:: ACTIVITY ::
In the copy, keep every line below as it is and leave out the pictures.

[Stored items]
┄┄┄┄┄┄┄┄┄┄

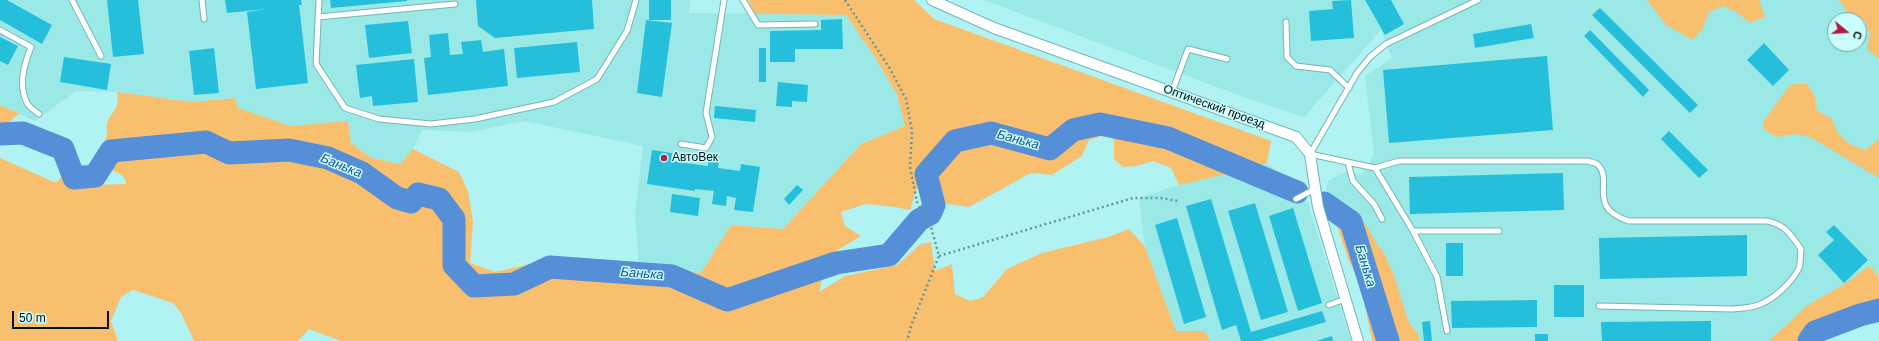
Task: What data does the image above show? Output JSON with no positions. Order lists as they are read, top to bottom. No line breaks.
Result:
{"streets":{"street":["Оптический проезд"]},"water":["Банька"],"places":["АвтоВек"],"scale_bar":"50 m","north":"right"}
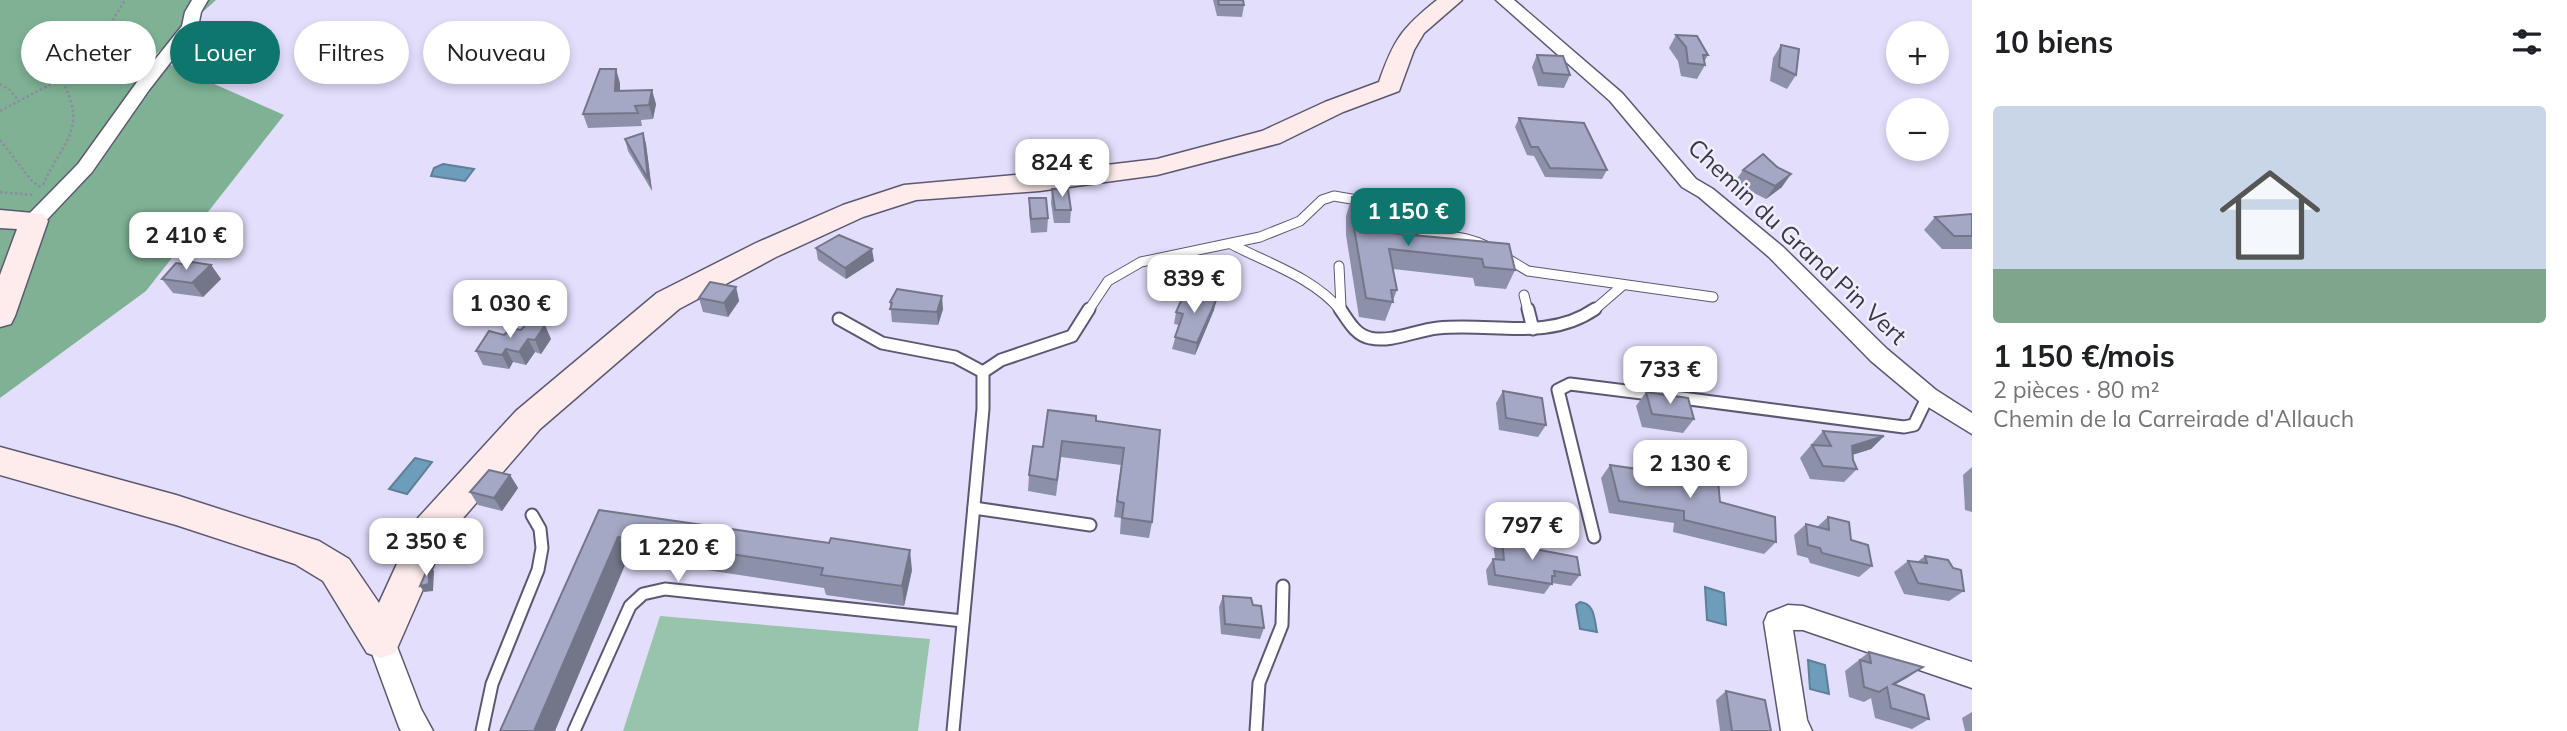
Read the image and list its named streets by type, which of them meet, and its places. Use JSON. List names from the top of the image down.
{
  "streets": {
    "street": ["Chemin du Grand Pin Vert"]
  },
  "page": {
    "heading": "10 biens",
    "map_buttons": ["+", "−"],
    "chip": [
      "Acheter",
      "Louer",
      "Filtres",
      "Nouveau"
    ],
    "list": [
      {
        "name": "1 150 €/mois",
        "note": "2 pièces · 80 m² · Chemin de la Carreirade d'Allauch"
      }
    ],
    "price": [
      "824 €",
      "1 150 €",
      "2 410 €",
      "839 €",
      "1 030 €",
      "733 €",
      "2 130 €",
      "797 €",
      "2 350 €",
      "1 220 €"
    ]
  }
}
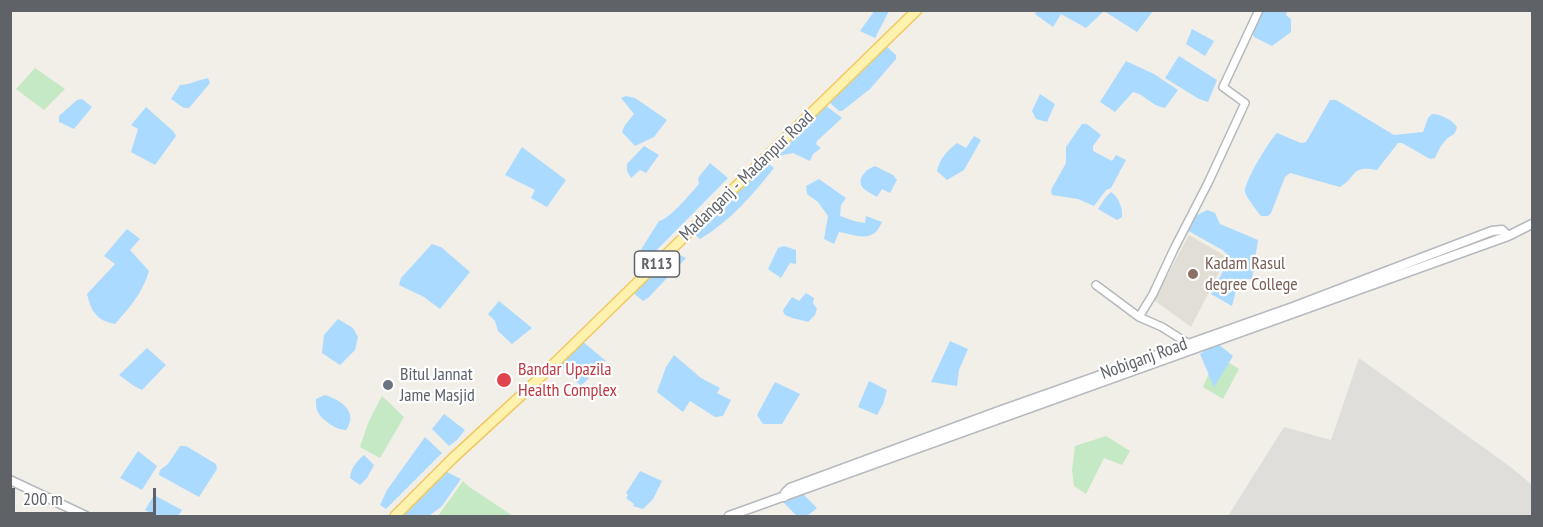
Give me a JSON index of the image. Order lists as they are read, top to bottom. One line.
{"streets":{"main road":["Madanganj - Madanpur Road","R113","Nobiganj Road"]},"places":["Kadam Rasul degree College","Bandar Upazila Health Complex","Bitul Jannat Jame Masjid"],"scale_bar":"200 m"}
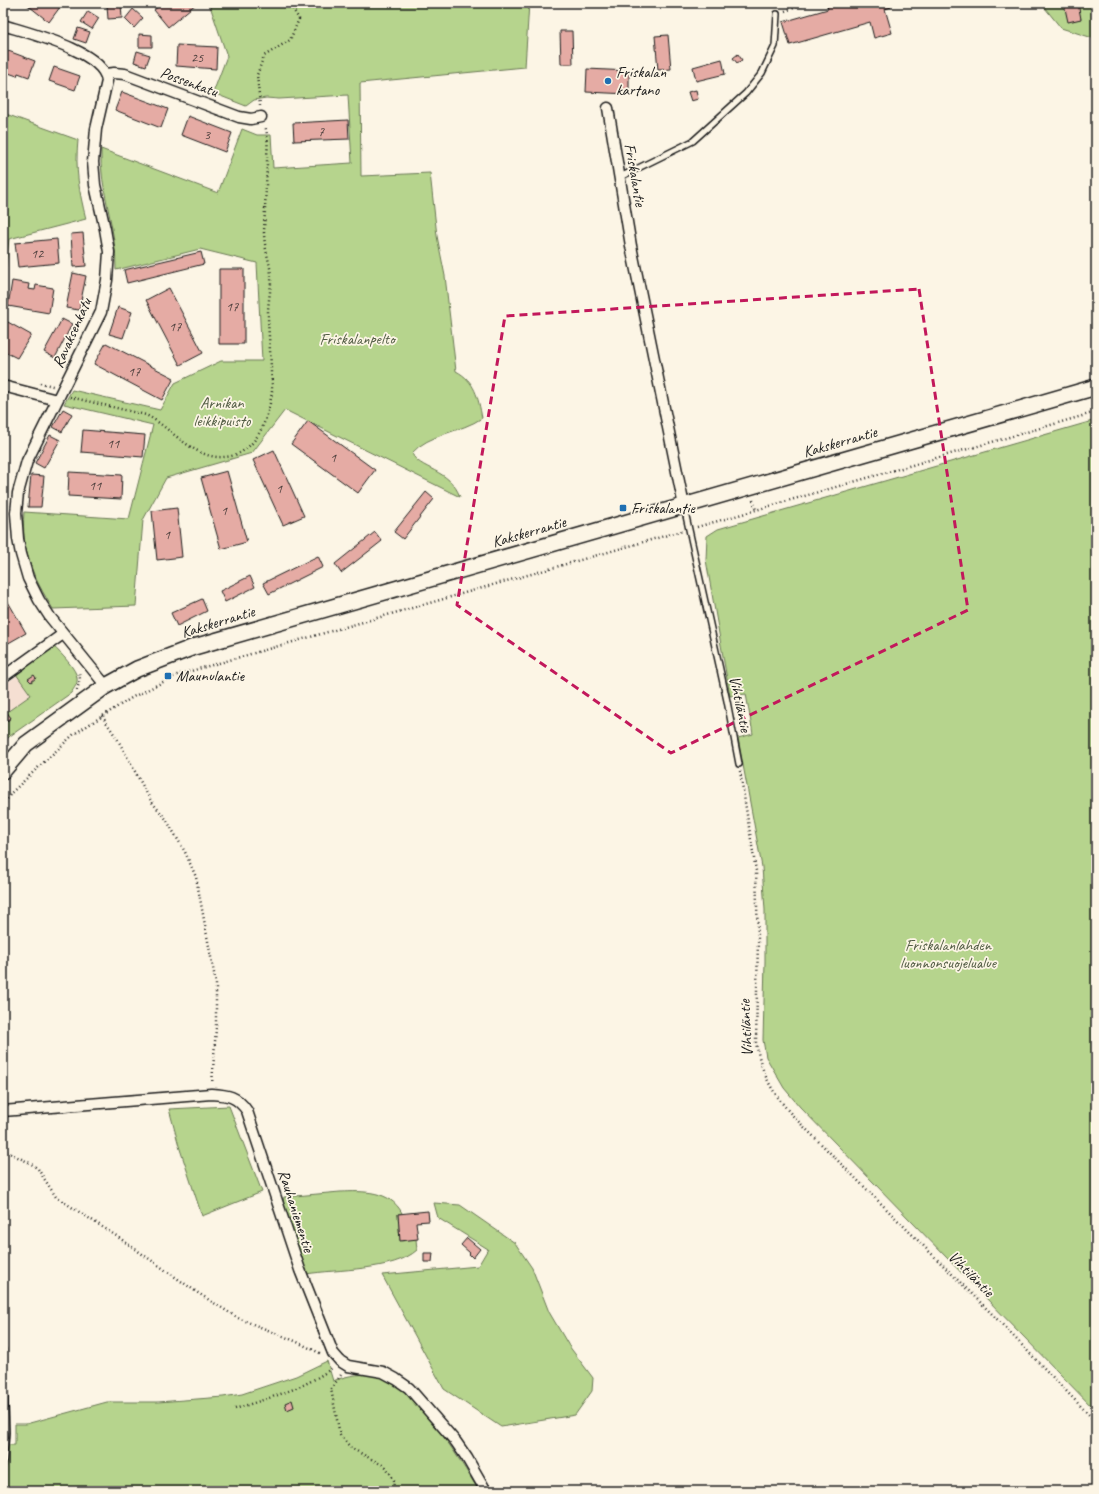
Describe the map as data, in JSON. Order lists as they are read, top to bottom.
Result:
{
  "streets": {
    "main road": ["Kakskerrantie"],
    "street": [
      "Possenkatu",
      "Friskalantie",
      "Ravaksenkatu",
      "Rauhaniementie"
    ],
    "lane": ["Vihtiläntie"]
  },
  "crossings": [
    ["Possenkatu", "Ravaksenkatu"],
    ["Friskalantie", "Kakskerrantie"],
    ["Friskalantie", "Vihtiläntie"],
    ["Ravaksenkatu", "Kakskerrantie"],
    ["Kakskerrantie", "Vihtiläntie"]
  ],
  "parks": ["Friskalanpelto", "Arnikan leikkipuisto", "Friskalanlahden luonnonsuojelualue"],
  "places": {
    "other": ["Friskalan kartano"],
    "transit": ["Friskalantie", "Maunulantie"]
  },
  "house_numbers": [
    "25",
    "7",
    "3",
    "12",
    "17",
    "17",
    "17",
    "11",
    "1",
    "11",
    "1",
    "1",
    "1"
  ]
}
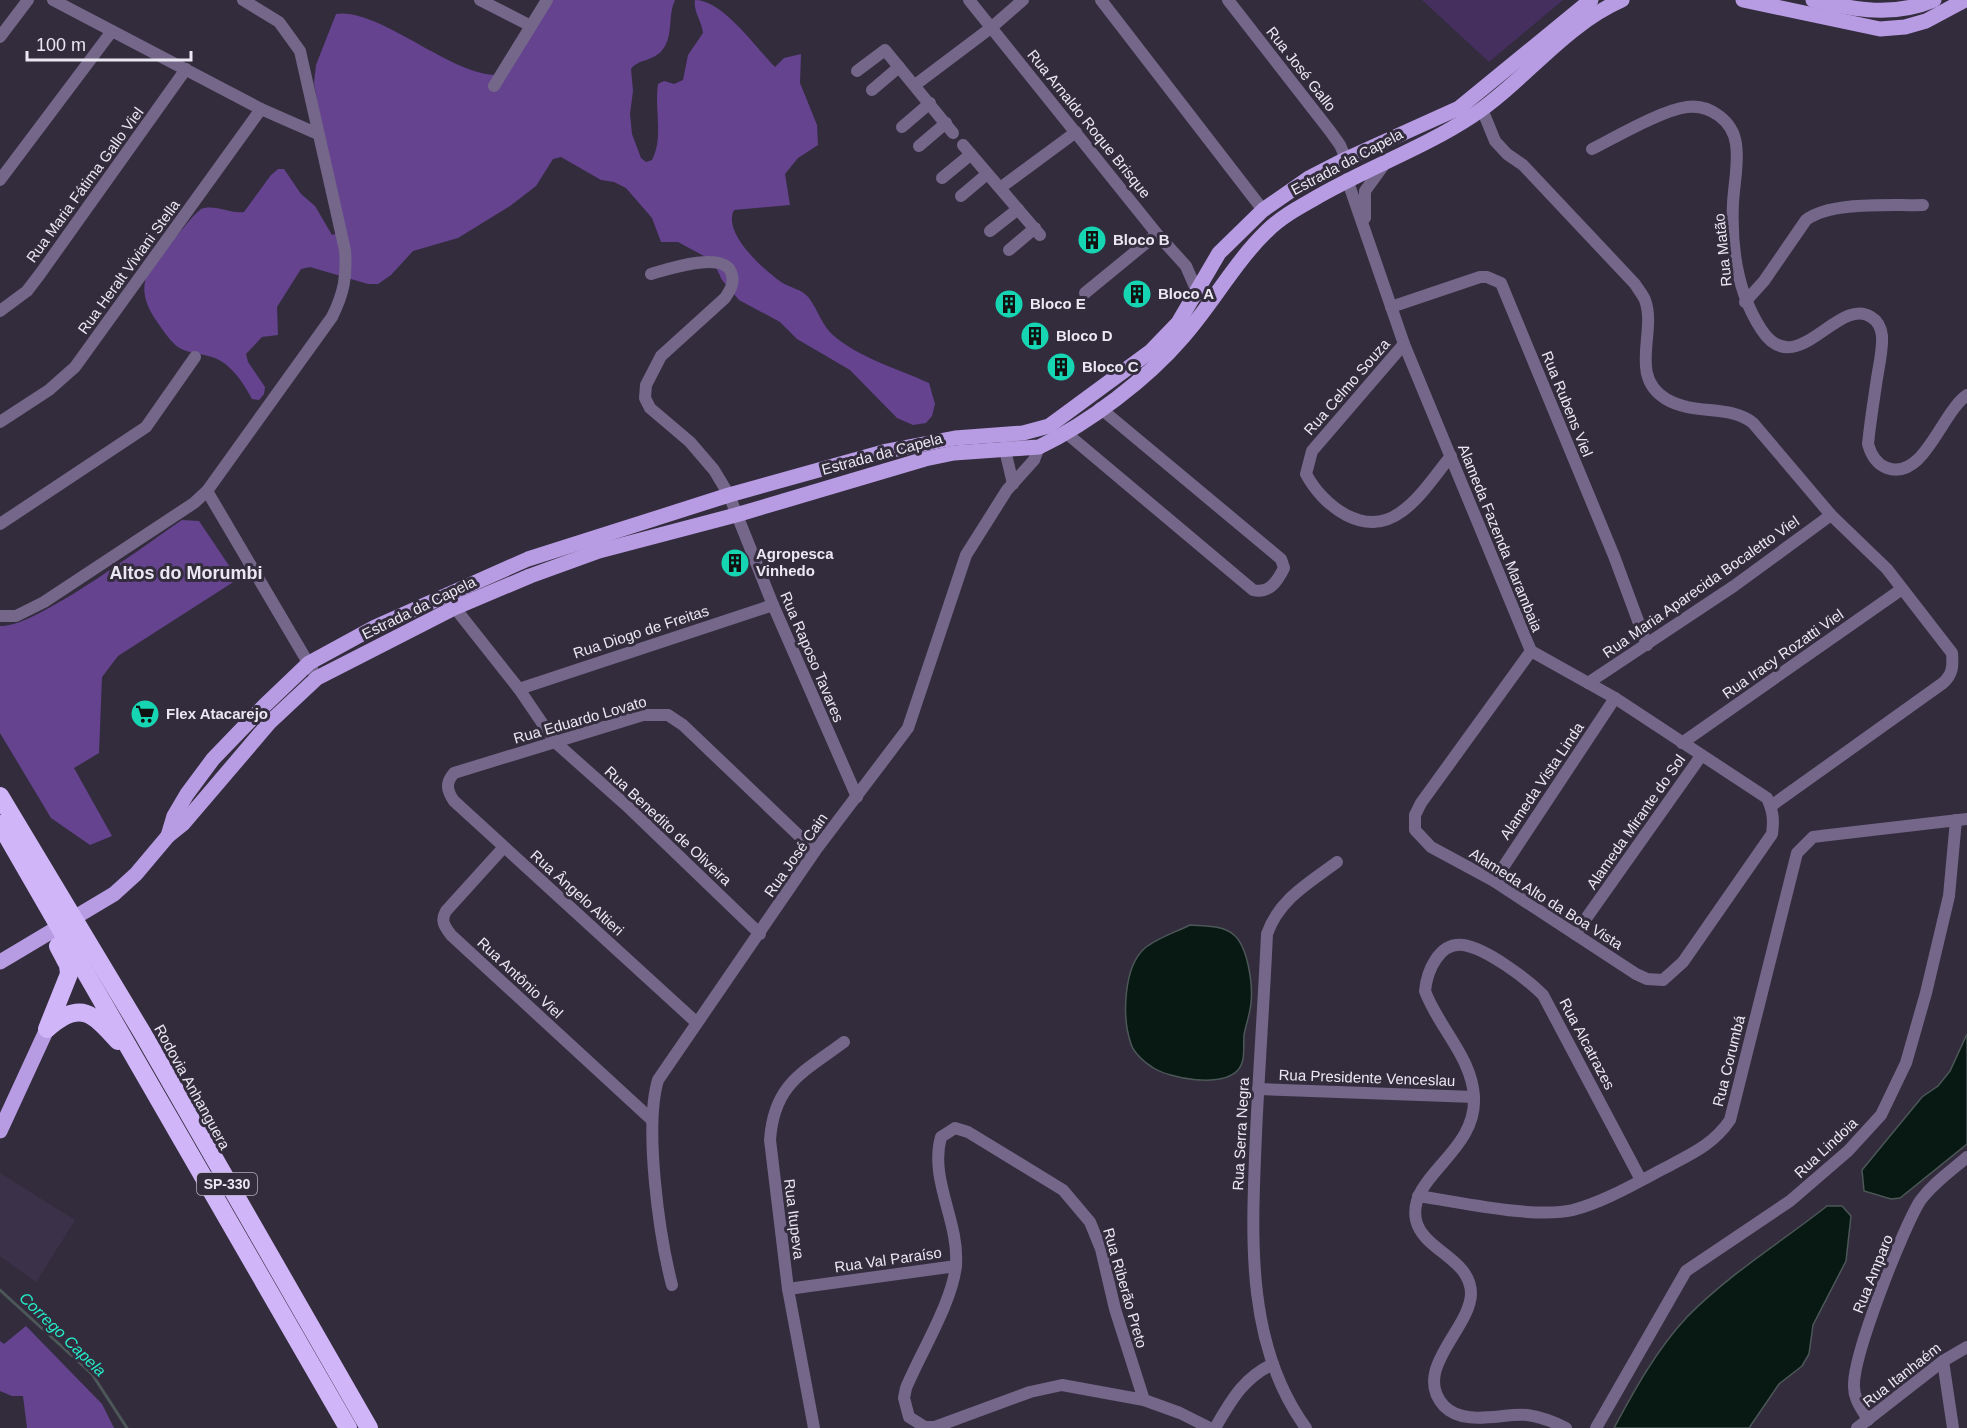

┄┄┄┄┄┄┄┄┄┄

:: WRITTEN RESPONSE ::
Task: What data does the image above show? Output JSON with no positions. Order lists as they are read, top to bottom. No line breaks.
Result:
{"streets":{"street":["Оптический проезд"]},"water":["Банька"],"places":["АвтоВек"],"scale_bar":"50 m","north":"right"}
Read the image and list its named streets by type, which of them meet, and its places. Use JSON. List names from the top of the image down.
{
  "streets": {
    "street": ["Chemin du Grand Pin Vert"]
  },
  "page": {
    "heading": "10 biens",
    "map_buttons": ["+", "−"],
    "chip": [
      "Acheter",
      "Louer",
      "Filtres",
      "Nouveau"
    ],
    "list": [
      {
        "name": "1 150 €/mois",
        "note": "2 pièces · 80 m² · Chemin de la Carreirade d'Allauch"
      }
    ],
    "price": [
      "824 €",
      "1 150 €",
      "2 410 €",
      "839 €",
      "1 030 €",
      "733 €",
      "2 130 €",
      "797 €",
      "2 350 €",
      "1 220 €"
    ]
  }
}
Give me a JSON index of the image. Order lists as they are read, top to bottom. One line.
{"streets":{"main road":["Madanganj - Madanpur Road","R113","Nobiganj Road"]},"places":["Kadam Rasul degree College","Bandar Upazila Health Complex","Bitul Jannat Jame Masjid"],"scale_bar":"200 m"}
Describe the map as data, in JSON. Order lists as they are read, top to bottom.
Result:
{
  "streets": {
    "main road": ["Kakskerrantie"],
    "street": [
      "Possenkatu",
      "Friskalantie",
      "Ravaksenkatu",
      "Rauhaniementie"
    ],
    "lane": ["Vihtiläntie"]
  },
  "crossings": [
    ["Possenkatu", "Ravaksenkatu"],
    ["Friskalantie", "Kakskerrantie"],
    ["Friskalantie", "Vihtiläntie"],
    ["Ravaksenkatu", "Kakskerrantie"],
    ["Kakskerrantie", "Vihtiläntie"]
  ],
  "parks": ["Friskalanpelto", "Arnikan leikkipuisto", "Friskalanlahden luonnonsuojelualue"],
  "places": {
    "other": ["Friskalan kartano"],
    "transit": ["Friskalantie", "Maunulantie"]
  },
  "house_numbers": [
    "25",
    "7",
    "3",
    "12",
    "17",
    "17",
    "17",
    "11",
    "1",
    "11",
    "1",
    "1",
    "1"
  ]
}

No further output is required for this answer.